_THE TASK_
Your task is to repeat exactly the lines below between the line holding "M216,477l5,15 -14,5 -6,-14z" and the line holding "M300,563l11,22 -10,5 -11,-23z", inclusive, and only those.

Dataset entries
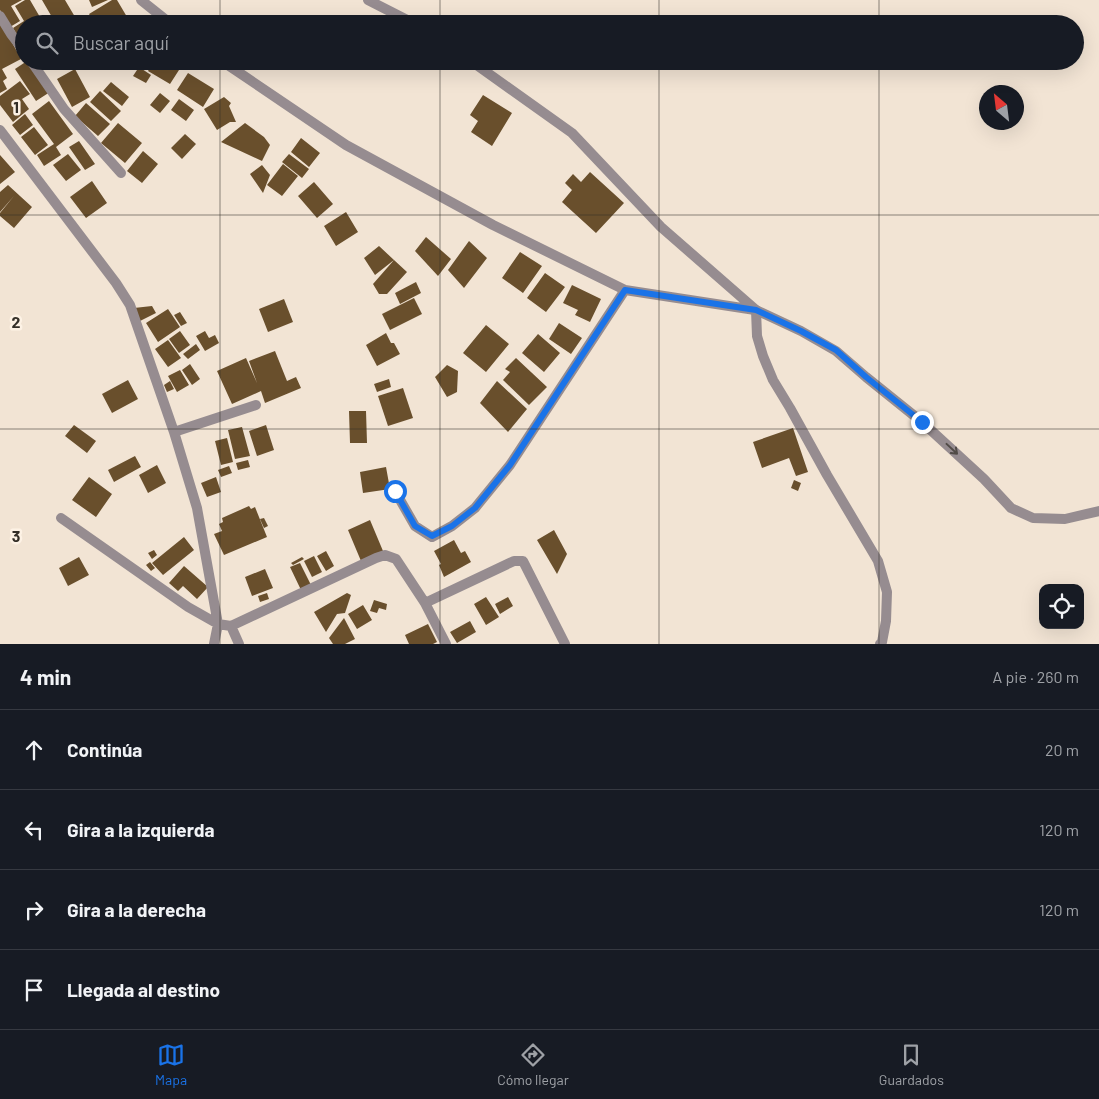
<!DOCTYPE html>
<html lang="es">
<meta charset="utf-8">
<style>
body{margin:0;font-family:Barlow,sans-serif;background:#20242c;color:#f1f3f6}
.controls{position:absolute;right:15px;bottom:15px;display:grid;overflow:hidden;border-radius:10px;box-shadow:0 5px 20px #0002}
.controls button{width:45px;height:45px;display:grid;place-items:center;padding:0;border:0;border-bottom:1px solid #363941;background:#171b24;color:#f1f3f6;font:25px sans-serif}
.compass{position:absolute;left:979px;top:85px;width:45px;height:45px;border-radius:50%;background:#171b24;box-shadow:0 5px 20px #0002;rotate:332deg}
.stop{position:absolute;width:15px;height:15px;margin:-11px;border:4px solid #1a73e8;border-radius:50%;background:#fff}
.stop.end{background:#1a73e8;border-color:#fff;box-shadow:0 1px 5px #0008}
.list{margin:0;padding:0;list-style:none}
h2{display:flex;justify-content:space-between;align-items:center;height:65px;margin:0;padding:0 20px;font-size:21px}
h2 small{font-size:16px;font-weight:400;color:#9ea1a6}
.list li{display:grid;grid-template-columns:32px 1fr auto;gap:15px;align-items:center;box-sizing:border-box;height:80px;padding:0 20px;border-top:1px solid #363941}
.list b{display:block;font-size:19px;white-space:nowrap}
.list em{font-size:16px;font-style:normal;color:#9ea1a6}
.icon{flex:none;width:28px;height:28px;fill:none;stroke:currentColor;stroke-width:2;stroke-linecap:round;stroke-linejoin:round}
.map{position:relative;flex:none;width:1099px;height:644px;overflow:hidden}
.search{position:absolute;background:#171b24;box-shadow:0 5px 20px #0002;left:15px;right:15px;top:15px;height:55px;display:flex;align-items:center;gap:12px;box-sizing:border-box;padding:0 18px;border-radius:28px;color:#9ea1a6;font-size:19px}
.sheet{height:385px;background:#171b24}
nav{display:flex;justify-content:space-around;align-items:center;box-sizing:border-box;height:70px;border-top:1px solid #363941;background:#171b24;font-size:14px;color:#9ea1a6}
nav a{display:grid;justify-items:center;gap:2px}
nav .on{color:#1a73e8}
.map>svg:first-child{display:block}
.building{fill:#694f2c}
.lines{fill:none;stroke-linecap:round;stroke-linejoin:round}
.lane{stroke:#968c90;stroke-width:10}
.street{stroke:#968c90;stroke-width:10}
.oneway{stroke:#514b47}
.route{stroke:#1a73e8;stroke-width:6}
.grid{fill:none;stroke:#342f28;stroke-width:1;stroke-opacity:0.55}
.grid-label{font-size:16px;text-anchor:middle;font-weight:bold;fill:#342f28;stroke:#fdf2e5;stroke-width:5;stroke-linejoin:round;paint-order:stroke}
</style>
<div class="map">
<svg width="1099" height="644" viewBox="0 0 1099 644">
<rect width="100%" height="100%" fill="#f2e4d4"/>
<path class="building" d="M0,0h22l-11,6 9,15 -10,6 -10,-17z
M25,0h5l14,24h-20v17l-3,1 -8,-14 11,-7 -9,-15z
M42,0h23l13,22 -3,2h-19z
M89,0h19l-16,7z
M112,0h5l13,22 -3,2h-32l-6,-10z
M2,24l19,35 -19,10 5,9 -4,3 4,8 -7,4v-68z
M27,61l23,31 -14,9 -21,-32z
M154,61h10l15,9 -9,14 -22,-13z
M139,67l12,8 -5,8 -13,-7z
M75,69l15,28 -18,10 -15,-28z
M188,73l26,16 -11,18 -26,-17z
M20,81l10,13 -8,5 7,10 -16,13 -13,-17v-9z
M111,82l18,15 -7,9 -19,-15z
M100,91l21,20 -10,10 -21,-19z
M160,93l10,8 -10,12 -10,-8z
M483,95l29,18 -20,33 -21,-14 7,-11 -8,-6z
M224,97l7,6 -2,3 7,16h-6l-13,8 -13,-21z
M179,99l15,11 -8,11 -15,-11z
M49,101l24,33 -17,13 5,8 -17,11 -7,-11 17,-11 -22,-30z
M86,103l24,21 -12,12 -23,-20z
M25,114l8,11 -13,10 -8,-10z
M118,123l24,20 -17,20 -24,-20z
M245,123l19,14 6,8 -8,16 -41,-19z
M34,127l14,18 -13,10 -14,-18z
M185,134l11,10 -14,15 -11,-11z
M301,138l19,15 -11,14 -18,-15z
M79,141l16,23 -10,6 -16,-23z
M143,151l15,13 -16,19 -15,-12z
M68,154l13,16 -15,11 -13,-16z
M289,154l20,15 -7,9 -20,-16z
M0,155l15,17 -15,12z
M283,164l15,12 -16,20 -15,-11z
M262,165l8,10 -7,18 -13,-19z
M590,172l34,31 -28,30 -34,-31 10,-12 -7,-7 8,-9 8,8z
M92,181l15,22 -21,15 -16,-21z
M314,182l19,22 -16,14 -19,-22z
M8,185l24,22 -18,21 -14,-12v-3l14,-17 -14,16v-20z
M346,212l12,20 -22,14 -12,-20z
M426,237l25,22 -13,17 -23,-25z
M469,241l18,17 -23,30 -16,-18z
M379,246l15,14 -19,15 -11,-17z
M520,252l22,14 -19,27 -21,-15z
M394,260l13,12 -20,22h-8l-6,-10z
M545,273l20,14 -19,25 -19,-14z
M416,282l5,11 -21,11 -5,-11z
M572,285l29,14 -11,23 -15,-7 3,-5 -15,-7z
M414,298l8,16 -32,16 -8,-16z
M284,299l9,23 -25,10 -9,-23z
M152,306l4,7 -16,8 -6,-13z
M168,309l12,18 -22,15 -12,-19z
M180,312l7,11 -6,3 -7,-11z
M559,323l23,15 -11,16 -22,-15z
M486,325l23,19 -23,28 -23,-19z
M180,331l10,14 -11,8 -10,-14z
M205,331l4,7 6,-3 4,8 -14,8 -9,-15z
M386,333l5,10h3l6,11 -23,12 -11,-21z
M538,334l22,19 -16,19 -22,-19z
M168,340l13,18 -13,9 -13,-18z
M196,344l4,6 -12,9 -5,-5z
M275,351l12,30 9,-4 5,11 -36,15 -4,-12 -29,13 -15,-33 29,-13 11,25 -8,-22z
M516,358l31,29 -18,18 -26,-25 7,-8 -5,-3z
M190,364l10,15 -8,6 -10,-15z
M447,365l11,6 -1,21 -10,5 -12,-20z
M180,370l9,15 -12,7 -9,-16z
M389,379l2,8 -14,5 -3,-8z
M128,380l10,19 -26,14 -10,-19z
M170,381l4,8 -7,3 -3,-7z
M497,381l30,28 -19,23 -28,-29z
M403,388l10,30 -25,8 -10,-30z
M349,411h17l1,32h-17z
M74,425l22,16 -9,12 -22,-17z
M266,425l8,25 -17,6 -8,-25z
M242,427l8,29 -15,3 -7,-29z
M793,428l15,44 -12,4 -7,-18 -27,10 -9,-26z
M227,438l6,24 -12,3 -6,-24z
M135,456l6,11 -27,15 -6,-12z
M248,460l2,7 -12,3 -2,-7z
M157,465l9,18 -18,10 -9,-18z
M229,466l3,7 -11,4 -3,-7z
M386,467l4,22 -27,4 -3,-21z
M89,477l23,17 -16,23 -24,-17z
M216,477l5,15 -14,5 -6,-14z
M794,480l7,3 -3,8 -7,-3z
M249,506l2,3 4,-2 12,30 -43,18 -10,-21 8,-3 -3,-7 4,-2 -1,-4z
M264,518l4,8 -4,2 -4,-9z
M370,520l13,31 -22,10 -13,-31z
M554,530l13,24 -10,20 -20,-34z
M184,537l10,13 -31,25 -11,-12z
M454,540l7,13 4,-2 6,11 -27,15 -5,-12 2,-1 -7,-13z
M154,550l3,5 -5,4 -4,-6z
M326,551l8,15 -8,5 -9,-15z
M314,556l8,16 -10,5 -8,-16z
M79,557l10,18 -21,11 -9,-18z
M302,557l2,2 -11,6 -2,-2z
M150,562l5,6 -4,3 -5,-6z
M300,563l11,22 -10,5 -11,-23z
M184,566l24,21 -11,12 -14,-13 -5,5 -9,-8z
M265,569l8,19 -21,8 -7,-19z
M267,593l2,6 -9,3 -2,-6z
M347,593l4,2 -6,18 -8,1 -11,18 -12,-20z
M486,597l13,20 -13,8 -12,-21z
M508,597l5,9 -13,8 -5,-10z
M374,600l13,4 -1,6 -7,-2 -2,5 -7,-2z
M363,605l9,15 -15,9 -9,-15z
M344,618l11,21 -10,5h-12l-4,-6z
M470,621l6,11 -19,11 -7,-11z
M428,624l9,18 -4,2h-24l-4,-9z"/>
<g class="lines">
<path class="lane" d="M756,310l1,26 6,20 10,24 17,28 37,67 51,86 9,31 -1,29 -4,21 -2,2"/>
<path class="street" d="M141,0l30,24
M368,0l47,24
M0,16l11,18 13,17
M31,61l33,48 57,64
M222,61l124,84 147,80 132,65 130,20
M471,61l101,72 89,94 95,83 45,21 35,20 30,26 56,45 62,57 27,29 22,10 32,1 34,-8
M0,130l116,153 14,22 44,127 23,76 21,116 -4,20
M174,432l82,-27
M395,491l20,35 17,11 20,-11 23,-18 35,-43 115,-175
M61,518l127,89 30,17 13,2 145,-68 9,-3 11,4 29,44 21,41
M425,603l89,-42h9l42,83
M231,626l8,18"/>
</g>
<defs><path id="oneway-shaft" d="M-6 0H5M1.5-3L5.5 0L1.5 3" fill="none" stroke-width="1.6" stroke-linecap="round" stroke-linejoin="round" transform="scale(1.25)"/></defs>
<use class="oneway" href="#oneway-shaft" transform="translate(952 449) rotate(43)"/>
<g class="lines">
<path class="route" d="M395,491l20,35 17,10 20,-10 23,-18 35,-43 115,-175 131,20 45,21 35,19 30,27 56,45"/>
</g>
<path class="grid" d="M220,0v24M440,0v24M659,0v24M879,0v24M220,61v583M440,61v583M659,61v583M879,61v583M0,215h1099M0,429h1099"/>
<g class="grid-label">
<text x="16" y="113">1</text>
<text x="16" y="328">2</text>
<text x="16" y="542">3</text>
</g>
</svg>
<div class="controls">
<button><svg class="icon" aria-label="locate" viewBox="0 0 24 24"><circle cx="12" cy="12" r="6"/><path d="M12 2v4M12 18v4M2 12h4M18 12h4"/></svg></button>
</div>
<svg class="compass" viewBox="-18 -18 36 36"><path d="M0-13l5 13h-10z" fill="#e53935"/><path d="M0 13l5-13h-10z" fill="#9ea1a6"/></svg>
<div class="stop" style="left:395px;top:491px"></div>
<div class="stop end" style="left:922px;top:422px"></div>
<div class="search"><svg class="icon" aria-label="search" viewBox="0 0 24 24"><circle cx="10" cy="10" r="6"/><path d="M15 15l6 6"/></svg>Buscar aquí</div>
</div>
<section class="sheet">
<h2>4 min<small>A pie · 260 m</small></h2>
<ul class="list">
<li><svg class="icon" aria-label="ahead" viewBox="0 0 24 24"><path d="M12 20V5M6 11l6-6 6 6"/></svg><div><b>Continúa</b></div><em>20 m</em></li>
<li><svg class="icon" aria-label="left" viewBox="0 0 24 24"><path d="M17 20v-9H6M10 6l-5 5 5 5"/></svg><div><b>Gira a la izquierda</b></div><em>120 m</em></li>
<li><svg class="icon" aria-label="right" viewBox="0 0 24 24"><path d="M7 20v-9h11M14 6l5 5-5 5"/></svg><div><b>Gira a la derecha</b></div><em>120 m</em></li>
<li><svg class="icon" aria-label="arrive" viewBox="0 0 24 24"><path d="M6 21V4h12l-3 4 3 4H6"/></svg><div><b>Llegada al destino</b></div></li>
</ul>
</section>
<nav>
<a class="on"><svg class="icon" aria-label="map" viewBox="0 0 24 24"><path d="M3 6l6-2 6 2 6-2v14l-6 2-6-2-6 2zM9 4v14M15 6v14"/></svg>Mapa</a>
<a><svg class="icon" aria-label="directions" viewBox="0 0 24 24"><path d="M12 3l9 9-9 9-9-9zM9 14v-3h6M13 9l2 2-2 2"/></svg>Cómo llegar</a>
<a><svg class="icon" aria-label="saved" viewBox="0 0 24 24"><path d="M7 4h10v16l-5-4-5 4z"/></svg>Guardados</a>
</nav>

_OUTPUT BELOW_
M216,477l5,15 -14,5 -6,-14z
M794,480l7,3 -3,8 -7,-3z
M249,506l2,3 4,-2 12,30 -43,18 -10,-21 8,-3 -3,-7 4,-2 -1,-4z
M264,518l4,8 -4,2 -4,-9z
M370,520l13,31 -22,10 -13,-31z
M554,530l13,24 -10,20 -20,-34z
M184,537l10,13 -31,25 -11,-12z
M454,540l7,13 4,-2 6,11 -27,15 -5,-12 2,-1 -7,-13z
M154,550l3,5 -5,4 -4,-6z
M326,551l8,15 -8,5 -9,-15z
M314,556l8,16 -10,5 -8,-16z
M79,557l10,18 -21,11 -9,-18z
M302,557l2,2 -11,6 -2,-2z
M150,562l5,6 -4,3 -5,-6z
M300,563l11,22 -10,5 -11,-23z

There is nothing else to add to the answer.